Supports text, embeddings, votes, and survey questions:

```python
import sys
sys.path.append('../src/')

from corpus import Corpus

modalities = {
    "text": {
        "column": "doc_clean",
        "views": {
            "bow": {
                "type": "bow",
                "vectorizer": CountVectorizer()
            }
        }
    },
    "image": {
        "column": "image_path",
        "views": {
            "embedding": {
                "type": "embedding",
                "embed_fn": my_image_embedder
            }
        }
    }
}

my_dataset = Corpus(df, modalities=modalities)
```

Optionally include metadata:

* `prevalence`, `content`, `labels`, `prediction`

---

### 2. Train a Model

#### For Topic Models:

```python
from models import GTM

model = GTM(
    n_topics=20, 
    doc_topic_prior="logistic_normal",
    ae_type="wae"
)
```

#### For Ideal Point Models:

```python
from models import IdealPointNN

model = IdealPointNN(
    n_ideal_points=1, # one-dimensional ideal point model
    ae_type="vae"
)
```

#### 🔧 Common Options

| Argument         | Description                                  |
| ---------------- | -------------------------------------------- |
| `ae_type`        | `"wae"` (Wasserstein autoencoder) or `"vae"` (variational autoencoder) or `"ae"` (plain autoencoder) |
| `fusion`         | `"poe"` (Product of Experts), `"moe_gating"` (Mixture of Experts), or `"moe_average"` (Simple averaging across modalities) |
| `update_prior`   | Learn a structured prior conditioned on `prevalence` covariates                    |
| `w_prior`        | Strength of prior alignment for `wae`              |
| `w_pred_loss`    | Weight of supervised loss predicting `label`                   |
| `kl_annealing_*` | Strength of prior alignment for `vae`. Helps preventing posterior collapse.    |

---

## 🔍 Analysis and Utilities

### 📚 Topic Models (`GTM`)

* `get_topic_words()` – top words per topic
* `get_covariate_words()` – word shifts by `content` covariates
* `get_top_docs()` – representative documents
* `get_topic_word_distribution()` – topic-word matrix
* `get_covariate_word_distribution()` – word shift matrix
* `plot_topic_word_distribution()` – word clouds / bar plots
* `visualize_docs()` – document embeddings (UMAP, t-SNE, PCA)
* `visualize_words()` – word embeddings
* `visualize_topics()` – topic embeddings

### 👤 Ideal Point Models (`IdealPointNN`)

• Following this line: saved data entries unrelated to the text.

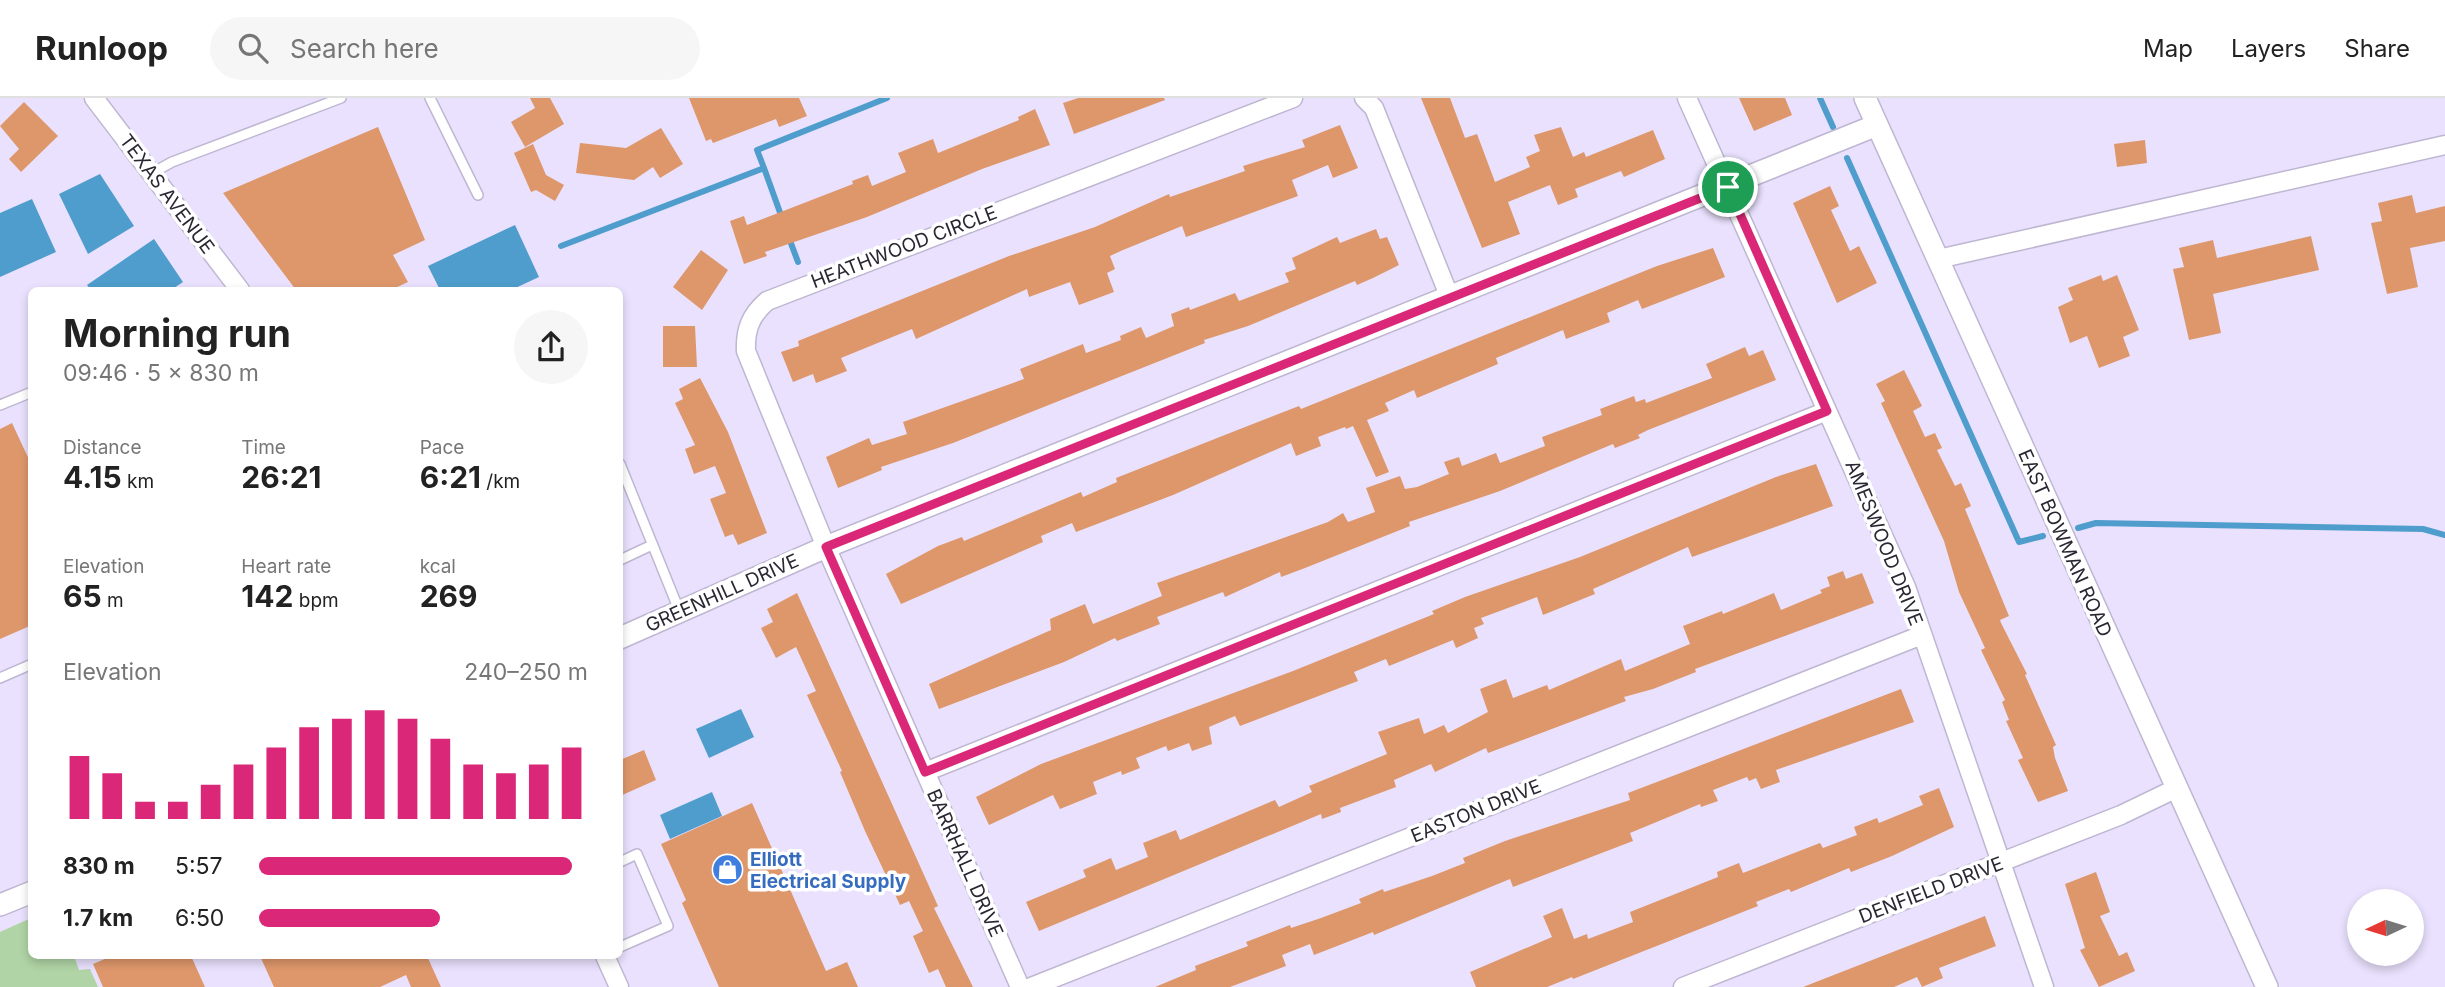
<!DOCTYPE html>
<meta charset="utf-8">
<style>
:root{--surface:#fff;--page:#f6f6f6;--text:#222;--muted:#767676;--line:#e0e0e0;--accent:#db2777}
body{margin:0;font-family:Inter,sans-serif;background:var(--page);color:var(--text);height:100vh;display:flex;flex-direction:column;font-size:26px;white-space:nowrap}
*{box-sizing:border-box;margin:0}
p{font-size:23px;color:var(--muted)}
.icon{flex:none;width:38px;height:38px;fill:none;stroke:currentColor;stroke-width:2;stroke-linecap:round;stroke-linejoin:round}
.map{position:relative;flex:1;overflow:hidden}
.details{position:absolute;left:28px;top:189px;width:595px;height:672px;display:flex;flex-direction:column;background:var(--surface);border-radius:10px;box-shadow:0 4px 10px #0003}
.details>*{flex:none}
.needle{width:46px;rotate:266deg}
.buttons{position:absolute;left:2347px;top:791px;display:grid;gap:14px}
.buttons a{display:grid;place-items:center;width:77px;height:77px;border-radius:50%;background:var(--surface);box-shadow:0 4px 10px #0003;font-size:35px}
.pin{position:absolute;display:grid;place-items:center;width:60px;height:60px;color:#fff;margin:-30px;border:4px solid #fff;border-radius:50%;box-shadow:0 2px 7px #0007}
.round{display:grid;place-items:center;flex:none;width:74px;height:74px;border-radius:37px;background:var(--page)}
.summary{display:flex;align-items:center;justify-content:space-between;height:119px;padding:0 35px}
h1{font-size:38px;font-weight:700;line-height:52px}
.metrics{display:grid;grid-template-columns:repeat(3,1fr);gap:10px;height:119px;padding:7px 35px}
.metrics div{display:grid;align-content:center}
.metrics b{font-size:30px;font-weight:700}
.metrics small{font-size:19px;font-weight:400}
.metrics p{font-size:19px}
.chart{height:196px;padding:14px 35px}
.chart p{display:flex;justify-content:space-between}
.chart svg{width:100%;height:126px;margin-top:7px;stroke:var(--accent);stroke-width:6}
ul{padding:0 35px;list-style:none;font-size:23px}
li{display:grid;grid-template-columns:112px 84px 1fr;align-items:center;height:52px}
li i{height:18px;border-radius:9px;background:var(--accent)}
header{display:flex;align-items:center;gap:42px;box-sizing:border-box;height:98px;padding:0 35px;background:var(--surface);border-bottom:2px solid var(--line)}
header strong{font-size:33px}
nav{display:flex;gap:38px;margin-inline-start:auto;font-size:24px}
.search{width:490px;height:63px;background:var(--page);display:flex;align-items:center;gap:18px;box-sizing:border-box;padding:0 24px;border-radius:38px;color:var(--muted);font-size:26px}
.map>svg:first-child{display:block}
</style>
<header>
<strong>Runloop</strong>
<div class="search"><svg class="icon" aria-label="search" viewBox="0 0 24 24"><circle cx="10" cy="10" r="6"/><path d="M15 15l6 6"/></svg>Search here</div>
<nav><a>Map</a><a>Layers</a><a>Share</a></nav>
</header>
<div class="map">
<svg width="2445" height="889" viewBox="0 0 2445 889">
<rect width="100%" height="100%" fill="#e9e1fd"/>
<path fill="#b0d4a5" d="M31 820 32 858H74L79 872 90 871 98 889H0V834Z"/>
<path fill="#4f9dcc" d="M100 76 134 128 88 156 59 96Z
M32 101 56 154 0 179V115Z
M515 127 539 179 511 192H440L428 168Z
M154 141 183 184 171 192H91L87 187Z
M741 611 754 639 709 660 696 631Z
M712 694 722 718 670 741 660 717Z"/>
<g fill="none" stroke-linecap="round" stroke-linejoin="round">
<path stroke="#4f9dcc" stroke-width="6" d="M1820 0 1833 29
M1847 60 2019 444 2043 438
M764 70 782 120
M789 140 798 164
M561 148 764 70 757 52 887 0
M2078 430 2096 425 2423 431 2445 437"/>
</g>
<path fill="#de976b" d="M530 0H550L564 26 525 49 511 24 535 10Z
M689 0H799L807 18 779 29 776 21 713 45 711 41 706 43Z
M1078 0H1164L1165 2 1074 36 1063 5Z
M1421 0H1450L1465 40 1477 36 1495 84 1530 69 1526 59 1540 53 1534 37 1561 29 1573 59 1584 54 1586 59 1653 32 1665 61 1624 79 1621 73 1575 91 1578 99 1558 107 1550 87 1508 104 1520 136 1482 150Z
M1739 0H1785L1792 17 1754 33Z
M24 4 58 38 21 74 9 61 19 51 0 28Z
M1035 11 1050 47 982 71 867 119 765 154 767 158 744 166 730 123 744 118 747 127 853 86 852 83 868 77 872 88 906 74 898 55 933 41 938 55 1019 22 1018 19Z
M1340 27 1358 70 1333 80 1328 67 1292 82 1298 98 1186 139 1182 128 1123 152 1110 158 1115 171 1107 175 1114 194 1079 207 1070 184 1029 199 1027 191 916 241 912 231 841 260 847 273 816 285 813 276 793 284 781 254 799 248 798 243 1009 158 1095 129 1169 96 1170 99 1245 73 1243 68 1305 49 1302 42Z
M378 29 425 142 393 157 408 184 391 192H296L223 95Z
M661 30 683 66 660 80 653 69 634 82 576 75 580 45 626 50Z
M2145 42 2147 65 2117 69 2114 46Z
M533 46 546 77 564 87 555 103 536 92 531 94 514 55Z
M1830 88 1839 108 1831 112 1850 153 1859 148 1877 185 1837 205 1793 105Z
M2412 97 2416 115 2445 108V143L2410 150 2418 189 2387 196 2371 125 2382 123 2378 105Z
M1376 131 1380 141 1387 139 1399 167 1373 180 1357 187 1355 183 1248 228 1204 242 1205 245 953 345 881 369 882 372 838 390 826 359 869 340 872 347 907 336 903 324 1024 281 1020 271 1083 246 1086 255 1121 242 1120 238 1141 229 1146 240 1174 228 1171 216 1189 209 1190 212 1235 195 1239 203 1289 184 1285 175 1296 171 1292 160 1337 139 1340 145Z
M2311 138 2319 172 2213 196 2221 235 2189 242 2173 171 2184 169 2179 150 2213 142 2217 160Z
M1713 150 1725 179 1642 211 1638 202 1607 215 1610 224 1566 241 1563 232 1496 260 1498 266 1417 300 1414 292 1385 305 1389 313 1367 322 1389 374 1376 379 1353 328 1346 331 1345 329 1318 339 1321 348 1296 358 1291 345 1173 397 1076 434 1072 425 1041 438 1043 444 901 506 886 476 938 448 962 439 964 443 1081 394 1083 399 1117 384 1116 380 1240 331 1299 308 1301 311 1657 168Z
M701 152 728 172 702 212 673 189Z
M2101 177 2103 183 2117 177 2139 232 2123 239 2130 258 2099 270 2087 238 2070 245 2058 209 2073 202 2068 190Z
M663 228H695L697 269H663Z
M1745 249 1749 258 1763 252 1776 282 1648 332 1638 337 1640 340 1615 350 1613 346 1500 393 1409 424 1410 428 1305 470 1281 479 1280 474 1225 499 1223 494 1157 519 1160 526 1117 543 1115 540 1064 564 939 611 929 586 1051 532 1050 521 1085 506 1093 526 1162 498 1157 485 1328 424 1343 415 1348 424 1375 414 1366 390 1400 378 1405 391 1417 389 1449 376 1444 364 1459 359 1462 368 1496 355 1500 365 1545 348 1542 339 1602 317 1600 311 1634 298 1636 304 1645 301 1646 305 1712 280 1706 266Z
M1904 272 1922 308 1913 313 1925 339 1935 335 1942 350 1937 352 1955 388 1961 385 1971 408 1965 411 2009 518 2000 522 2001 525 2027 576 2025 577 2056 647 2053 649 2055 660 2068 693 2038 704 2018 662 2023 660 2006 623 2009 622 2002 604 2005 602 1981 552 1985 550 1959 494 1944 443 1881 305 1885 303 1876 286Z
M700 280 728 334 767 435 738 447 733 436 725 439 710 401 726 395 715 368 694 376 685 351 695 347 675 305 683 301 679 291Z
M12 325 32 368V527L0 541V331Z
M1816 366 1833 408 1692 459 1688 449 1593 491 1595 496 1543 517 1537 499 1481 520 1484 526 1474 530 1478 540 1456 550 1453 542 1389 568 1386 561 1354 574 1358 583 1240 628 1235 618 1209 629 1212 646 1192 653 1189 645 1168 653 1166 648 1136 660 1140 670 1122 677 1121 673 1093 684 1097 696 1060 711 1053 697 989 727 976 699 1041 666 1293 573 1434 516 1432 513 1465 499 1580 459 1776 379Z
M1843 473 1846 481 1862 475 1874 505 1695 571 1696 574 1653 591 1624 599 1626 603 1488 655 1486 650 1435 674 1431 666 1394 682 1396 689 1340 710 1341 714 1322 721 1321 716 1039 833 1026 804 1086 779 1083 772 1111 760 1116 772 1148 759 1143 745 1176 732 1180 742 1275 702 1279 709 1312 694 1309 688 1387 656 1378 634 1419 620 1424 636 1444 627 1448 635 1488 614 1480 591 1506 581 1513 600 1547 587 1549 592 1621 561 1625 573 1690 546 1683 528 1722 513 1723 516 1774 495 1781 512 1822 495 1820 492 1830 488 1827 479Z
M797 495 938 808 934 810 973 889H946L938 871 929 875 913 838 923 833 909 803 900 807 865 733 840 674 842 673 807 597 816 593 796 549 776 560 761 530 773 524 767 511Z
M1901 591 1914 624 1776 672 1780 684 1761 691 1756 680 1749 683 1747 679 1713 692 1718 703 1701 709 1700 706 1630 735 1633 743 1513 789 1510 781 1374 837 1373 834 1314 857 1310 846 1282 857 1286 868 1230 889H1155L1196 872 1195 868 1248 848 1246 844 1290 827 1291 830 1321 820 1361 805 1359 801 1383 791 1384 794 1432 778 1465 765 1463 760 1505 743 1630 702 1628 695Z
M644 652 656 682 620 698V662Z
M1939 690 1954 729 1892 758 1851 774 1849 770 1791 794 1789 791 1756 804 1758 808 1573 881 1572 879 1547 889H1476L1470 874 1552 839 1543 818 1562 810 1574 841 1587 836 1588 841 1633 824 1630 814 1718 779 1717 774 1739 765 1743 775 1820 745 1823 750 1857 737 1854 729 1877 720 1879 725 1923 707 1919 698Z
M752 705 826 873 847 864 858 889H719L682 805 686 802 661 746Z
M2096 774 2110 814 2100 818 2119 858 2127 854 2135 873 2099 889 2080 852 2085 850 2065 786Z
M1985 818 1996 848 1939 870 1943 880 1922 889 1917 879 1894 889H1803Z
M112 858H191L205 889H103L93 866Z
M260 858H427L441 889H411L406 877 380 889H274Z"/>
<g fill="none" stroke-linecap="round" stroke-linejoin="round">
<defs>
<path id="service" d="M430 0 478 97
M152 75 172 64 341 0
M0 307 32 294
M620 366 679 512
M620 462 652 447
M0 580 32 566
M620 764 637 756 668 828 620 849"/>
<path id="minor" d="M94 0 240 192
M1364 0 1374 10 1450 200
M1687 0 1906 489 2044 889
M1938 161 2445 47
M925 674 1827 313
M605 858 619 889
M1020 889 826 449 746 253C745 231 751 217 767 203L1293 0
M1031 889 1922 537
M1683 889 2121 717 2177 690"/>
<path id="tertiary" d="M1865 0 2267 889
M620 540 826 449 1877 27
M0 807 32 794"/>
</defs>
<use href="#service" stroke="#bfb7d2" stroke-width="12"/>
<use href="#minor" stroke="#bfb7d2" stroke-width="21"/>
<use href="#tertiary" stroke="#bfb7d2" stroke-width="24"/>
<use href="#service" stroke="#fff" stroke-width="9"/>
<use href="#minor" stroke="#fff" stroke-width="18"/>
<use href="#tertiary" stroke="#fff" stroke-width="21"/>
</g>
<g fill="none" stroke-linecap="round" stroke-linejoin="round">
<defs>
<path id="route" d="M1728 89 1827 313 925 674 826 449Z"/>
</defs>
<use href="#route" stroke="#fff" stroke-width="14"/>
<use href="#route" stroke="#db2777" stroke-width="9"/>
</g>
<defs>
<symbol id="shop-disc" viewBox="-11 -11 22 22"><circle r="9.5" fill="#3f7fe0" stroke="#fff"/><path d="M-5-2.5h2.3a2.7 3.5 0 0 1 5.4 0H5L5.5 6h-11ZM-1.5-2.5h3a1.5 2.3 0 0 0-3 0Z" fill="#fff"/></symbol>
</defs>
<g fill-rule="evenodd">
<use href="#shop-disc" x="710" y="754" width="35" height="35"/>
</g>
<g text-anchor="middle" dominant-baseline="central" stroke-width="7" stroke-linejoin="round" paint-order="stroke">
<g font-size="19" fill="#2a2732" stroke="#fff">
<text transform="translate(167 96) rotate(53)">TEXAS AVENUE</text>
<text transform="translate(904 149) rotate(-21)">HEATHWOOD CIRCLE</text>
<text transform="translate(1884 445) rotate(68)">AMESWOOD DRIVE</text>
<text transform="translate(2065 445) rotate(66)">EAST BOWMAN ROAD</text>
<text transform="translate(722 495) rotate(-24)">GREENHILL DRIVE</text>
<text transform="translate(1476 713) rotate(-22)">EASTON DRIVE</text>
<text transform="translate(965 765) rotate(66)">BARRHALL DRIVE</text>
<text transform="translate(1931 792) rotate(-21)">DENFIELD DRIVE</text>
</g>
<g font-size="19" font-weight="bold" fill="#366cbe" stroke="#fff" text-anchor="start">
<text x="750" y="761">Elliott<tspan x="750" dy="22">Electrical Supply</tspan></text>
</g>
</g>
</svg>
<div class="buttons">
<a><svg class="needle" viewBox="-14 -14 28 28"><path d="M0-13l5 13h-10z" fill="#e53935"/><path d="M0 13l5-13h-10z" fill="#767676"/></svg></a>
</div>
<div class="pin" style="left:1728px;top:89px;background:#1e9e55"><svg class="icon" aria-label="arrive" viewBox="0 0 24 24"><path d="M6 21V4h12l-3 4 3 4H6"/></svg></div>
<section class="details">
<div class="summary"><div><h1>Morning run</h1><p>09:46 · 5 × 830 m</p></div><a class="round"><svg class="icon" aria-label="share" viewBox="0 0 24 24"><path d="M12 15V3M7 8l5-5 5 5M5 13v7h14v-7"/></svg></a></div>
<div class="metrics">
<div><p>Distance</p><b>4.15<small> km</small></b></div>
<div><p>Time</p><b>26:21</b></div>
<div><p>Pace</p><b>6:21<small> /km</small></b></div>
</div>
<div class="metrics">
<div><p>Elevation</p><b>65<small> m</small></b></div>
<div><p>Heart rate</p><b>142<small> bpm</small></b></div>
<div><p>kcal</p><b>269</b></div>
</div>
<div class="chart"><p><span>Elevation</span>240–250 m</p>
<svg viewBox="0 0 160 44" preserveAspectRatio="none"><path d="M5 44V22M15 44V28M25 44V38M35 44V38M45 44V32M55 44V25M65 44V19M75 44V12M85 44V9M95 44V6M105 44V9M115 44V16M125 44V25M135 44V28M145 44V25M155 44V19"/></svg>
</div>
<ul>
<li><b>830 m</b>5:57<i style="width:95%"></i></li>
<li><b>1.7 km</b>6:50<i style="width:55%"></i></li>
</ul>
</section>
</div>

* `get_ideal_points()` – ℝ️ⁿ latent space
* `get_predictions()` – supervised output
* `get_modality_weights()` – fusion weights (PoE or gating)

---

## 📁 Tutorials

Check out the [example notebooks](notebooks/) to get started.

Download sample data to run some notebooks:
[Congressional Speeches CSV](https://www.dropbox.com/scl/fi/ojshavj5azk4jt7a4p3ap/us_congress_speeches_sample.csv?rlkey=x3x86kc9pb94kuu1c8yze5u3l&st=awtc4wr2&dl=1)

---

## 📖 References

* **Deep Latent Variable Models for Unstructured Data**
*, Germain Gauthier, Philine Widmer, Elliott Ash (2025)*

* **The Neural Ideal Point Model**
*, Germain Gauthier, Hugo Subtil, Philine Widmer (2025)*

---

## ⚠️ Disclaimer

This package is under active development 🚧 — feedback and contributions welcome!